_What you are asked to do_: Every entry below needs to be repeated exactly as written.

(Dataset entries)
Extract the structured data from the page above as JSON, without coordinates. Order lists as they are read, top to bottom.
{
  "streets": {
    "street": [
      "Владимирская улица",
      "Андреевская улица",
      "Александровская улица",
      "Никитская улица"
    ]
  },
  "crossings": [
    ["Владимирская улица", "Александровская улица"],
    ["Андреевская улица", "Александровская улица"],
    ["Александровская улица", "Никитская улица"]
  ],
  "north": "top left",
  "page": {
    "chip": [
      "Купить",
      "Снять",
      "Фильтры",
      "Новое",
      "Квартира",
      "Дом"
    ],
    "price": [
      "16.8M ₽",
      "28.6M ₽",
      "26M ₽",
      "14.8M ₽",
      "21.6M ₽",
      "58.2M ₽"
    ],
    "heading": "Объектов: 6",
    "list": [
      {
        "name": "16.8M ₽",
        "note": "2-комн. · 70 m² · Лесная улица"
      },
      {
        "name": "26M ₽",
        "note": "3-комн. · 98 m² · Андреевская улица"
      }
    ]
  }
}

_Written answer_:
Extract the structured data from the page above as JSON, without coordinates. Order lists as they are read, top to bottom.
{
  "streets": {
    "street": [
      "Владимирская улица",
      "Андреевская улица",
      "Александровская улица",
      "Никитская улица"
    ]
  },
  "crossings": [
    ["Владимирская улица", "Александровская улица"],
    ["Андреевская улица", "Александровская улица"],
    ["Александровская улица", "Никитская улица"]
  ],
  "north": "top left",
  "page": {
    "chip": [
      "Купить",
      "Снять",
      "Фильтры",
      "Новое",
      "Квартира",
      "Дом"
    ],
    "price": [
      "16.8M ₽",
      "28.6M ₽",
      "26M ₽",
      "14.8M ₽",
      "21.6M ₽",
      "58.2M ₽"
    ],
    "heading": "Объектов: 6",
    "list": [
      {
        "name": "16.8M ₽",
        "note": "2-комн. · 70 m² · Лесная улица"
      },
      {
        "name": "26M ₽",
        "note": "3-комн. · 98 m² · Андреевская улица"
      }
    ]
  }
}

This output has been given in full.